▶ [TASK DESCRIPTION] Where in the entries below does "function" appear? Copy every line that has it.

==== EXERCISE DATA

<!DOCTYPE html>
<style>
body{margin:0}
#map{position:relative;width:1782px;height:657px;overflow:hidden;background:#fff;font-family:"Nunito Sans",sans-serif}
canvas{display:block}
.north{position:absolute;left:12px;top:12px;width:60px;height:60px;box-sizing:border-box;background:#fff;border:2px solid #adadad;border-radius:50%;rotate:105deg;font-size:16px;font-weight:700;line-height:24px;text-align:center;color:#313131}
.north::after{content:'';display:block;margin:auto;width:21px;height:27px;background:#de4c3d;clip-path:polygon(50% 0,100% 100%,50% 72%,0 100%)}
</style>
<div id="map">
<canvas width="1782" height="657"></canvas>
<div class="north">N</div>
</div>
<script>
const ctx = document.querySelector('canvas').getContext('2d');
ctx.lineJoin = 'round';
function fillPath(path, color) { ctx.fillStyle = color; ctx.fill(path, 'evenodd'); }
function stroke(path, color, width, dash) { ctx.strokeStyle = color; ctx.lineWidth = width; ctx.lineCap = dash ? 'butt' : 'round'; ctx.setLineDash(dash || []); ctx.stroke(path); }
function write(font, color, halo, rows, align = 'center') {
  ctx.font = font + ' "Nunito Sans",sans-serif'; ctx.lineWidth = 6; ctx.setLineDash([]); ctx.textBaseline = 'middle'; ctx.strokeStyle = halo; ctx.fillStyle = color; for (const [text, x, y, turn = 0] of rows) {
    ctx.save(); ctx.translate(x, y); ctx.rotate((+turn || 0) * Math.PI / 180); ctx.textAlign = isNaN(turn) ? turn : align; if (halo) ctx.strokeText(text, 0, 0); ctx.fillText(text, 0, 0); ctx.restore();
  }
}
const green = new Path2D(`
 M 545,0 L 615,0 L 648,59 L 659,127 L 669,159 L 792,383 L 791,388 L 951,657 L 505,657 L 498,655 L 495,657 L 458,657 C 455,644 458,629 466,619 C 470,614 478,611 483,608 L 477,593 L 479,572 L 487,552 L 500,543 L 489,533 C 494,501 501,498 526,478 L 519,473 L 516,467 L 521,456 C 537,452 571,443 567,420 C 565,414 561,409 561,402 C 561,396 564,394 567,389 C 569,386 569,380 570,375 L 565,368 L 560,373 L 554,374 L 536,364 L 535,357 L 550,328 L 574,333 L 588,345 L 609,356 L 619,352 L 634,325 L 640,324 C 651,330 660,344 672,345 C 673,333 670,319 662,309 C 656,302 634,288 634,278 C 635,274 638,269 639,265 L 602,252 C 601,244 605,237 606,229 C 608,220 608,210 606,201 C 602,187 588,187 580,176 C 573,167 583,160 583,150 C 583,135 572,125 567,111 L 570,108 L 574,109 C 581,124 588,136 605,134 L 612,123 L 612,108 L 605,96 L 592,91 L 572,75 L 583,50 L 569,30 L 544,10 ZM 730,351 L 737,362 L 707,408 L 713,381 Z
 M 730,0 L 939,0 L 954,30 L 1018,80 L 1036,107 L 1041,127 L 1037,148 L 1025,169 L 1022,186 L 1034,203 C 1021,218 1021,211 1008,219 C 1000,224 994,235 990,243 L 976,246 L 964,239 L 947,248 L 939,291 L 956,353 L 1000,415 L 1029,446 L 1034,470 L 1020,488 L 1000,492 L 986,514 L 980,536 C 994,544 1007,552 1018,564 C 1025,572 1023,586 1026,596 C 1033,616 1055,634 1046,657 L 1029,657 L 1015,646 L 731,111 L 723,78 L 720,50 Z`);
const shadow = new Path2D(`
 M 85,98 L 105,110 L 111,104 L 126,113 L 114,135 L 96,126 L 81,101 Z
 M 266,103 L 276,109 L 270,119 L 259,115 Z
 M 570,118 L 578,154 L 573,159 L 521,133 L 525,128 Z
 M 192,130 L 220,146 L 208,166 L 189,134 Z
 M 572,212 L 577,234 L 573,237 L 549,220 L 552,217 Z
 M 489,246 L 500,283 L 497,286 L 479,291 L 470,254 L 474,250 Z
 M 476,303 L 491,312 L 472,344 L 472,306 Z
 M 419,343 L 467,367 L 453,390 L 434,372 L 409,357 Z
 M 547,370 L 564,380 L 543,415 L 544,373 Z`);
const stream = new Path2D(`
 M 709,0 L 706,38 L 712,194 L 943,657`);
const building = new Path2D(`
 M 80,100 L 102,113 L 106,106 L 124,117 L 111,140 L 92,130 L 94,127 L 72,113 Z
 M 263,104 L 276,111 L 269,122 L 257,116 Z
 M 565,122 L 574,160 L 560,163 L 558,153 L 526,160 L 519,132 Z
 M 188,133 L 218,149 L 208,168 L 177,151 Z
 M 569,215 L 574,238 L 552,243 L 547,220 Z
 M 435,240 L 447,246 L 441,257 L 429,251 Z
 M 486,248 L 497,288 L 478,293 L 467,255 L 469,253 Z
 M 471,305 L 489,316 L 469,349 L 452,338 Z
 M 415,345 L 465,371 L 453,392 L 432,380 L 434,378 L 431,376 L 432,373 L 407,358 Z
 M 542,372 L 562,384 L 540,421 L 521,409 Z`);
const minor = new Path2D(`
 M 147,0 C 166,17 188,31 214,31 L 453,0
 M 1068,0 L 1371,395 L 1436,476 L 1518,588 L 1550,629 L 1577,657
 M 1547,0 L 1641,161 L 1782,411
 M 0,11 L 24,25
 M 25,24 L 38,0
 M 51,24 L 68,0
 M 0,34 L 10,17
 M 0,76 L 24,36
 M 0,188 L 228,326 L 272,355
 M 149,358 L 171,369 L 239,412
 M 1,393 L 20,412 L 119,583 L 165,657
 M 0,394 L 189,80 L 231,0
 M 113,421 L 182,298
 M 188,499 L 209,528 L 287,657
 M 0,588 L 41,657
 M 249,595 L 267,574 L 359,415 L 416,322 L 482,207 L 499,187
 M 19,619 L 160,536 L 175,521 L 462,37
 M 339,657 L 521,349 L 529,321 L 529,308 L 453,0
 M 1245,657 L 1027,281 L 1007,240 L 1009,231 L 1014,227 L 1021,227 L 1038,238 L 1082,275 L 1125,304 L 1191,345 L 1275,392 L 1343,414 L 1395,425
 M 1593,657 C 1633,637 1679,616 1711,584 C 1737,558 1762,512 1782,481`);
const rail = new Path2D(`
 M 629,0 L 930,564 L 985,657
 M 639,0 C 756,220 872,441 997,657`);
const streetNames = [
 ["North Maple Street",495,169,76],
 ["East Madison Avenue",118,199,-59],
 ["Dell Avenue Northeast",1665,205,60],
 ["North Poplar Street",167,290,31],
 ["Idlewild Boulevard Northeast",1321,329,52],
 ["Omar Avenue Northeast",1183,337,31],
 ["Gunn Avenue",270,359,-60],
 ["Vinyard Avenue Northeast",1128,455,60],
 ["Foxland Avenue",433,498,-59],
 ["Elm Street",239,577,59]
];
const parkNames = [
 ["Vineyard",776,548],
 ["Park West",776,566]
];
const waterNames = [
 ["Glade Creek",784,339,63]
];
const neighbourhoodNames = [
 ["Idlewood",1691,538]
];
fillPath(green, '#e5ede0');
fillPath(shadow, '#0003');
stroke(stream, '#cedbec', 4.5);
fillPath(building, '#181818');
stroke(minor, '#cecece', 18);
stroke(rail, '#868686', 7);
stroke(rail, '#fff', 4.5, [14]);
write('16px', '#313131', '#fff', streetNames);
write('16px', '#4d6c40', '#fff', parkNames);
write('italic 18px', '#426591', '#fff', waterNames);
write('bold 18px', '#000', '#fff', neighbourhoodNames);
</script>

========

▶ [EXPECTED ANSWER]
function fillPath(path, color) { ctx.fillStyle = color; ctx.fill(path, 'evenodd'); }
function stroke(path, color, width, dash) { ctx.strokeStyle = color; ctx.lineWidth = width; ctx.lineCap = dash ? 'butt' : 'round'; ctx.setLineDash(dash || []); ctx.stroke(path); }
function write(font, color, halo, rows, align = 'center') {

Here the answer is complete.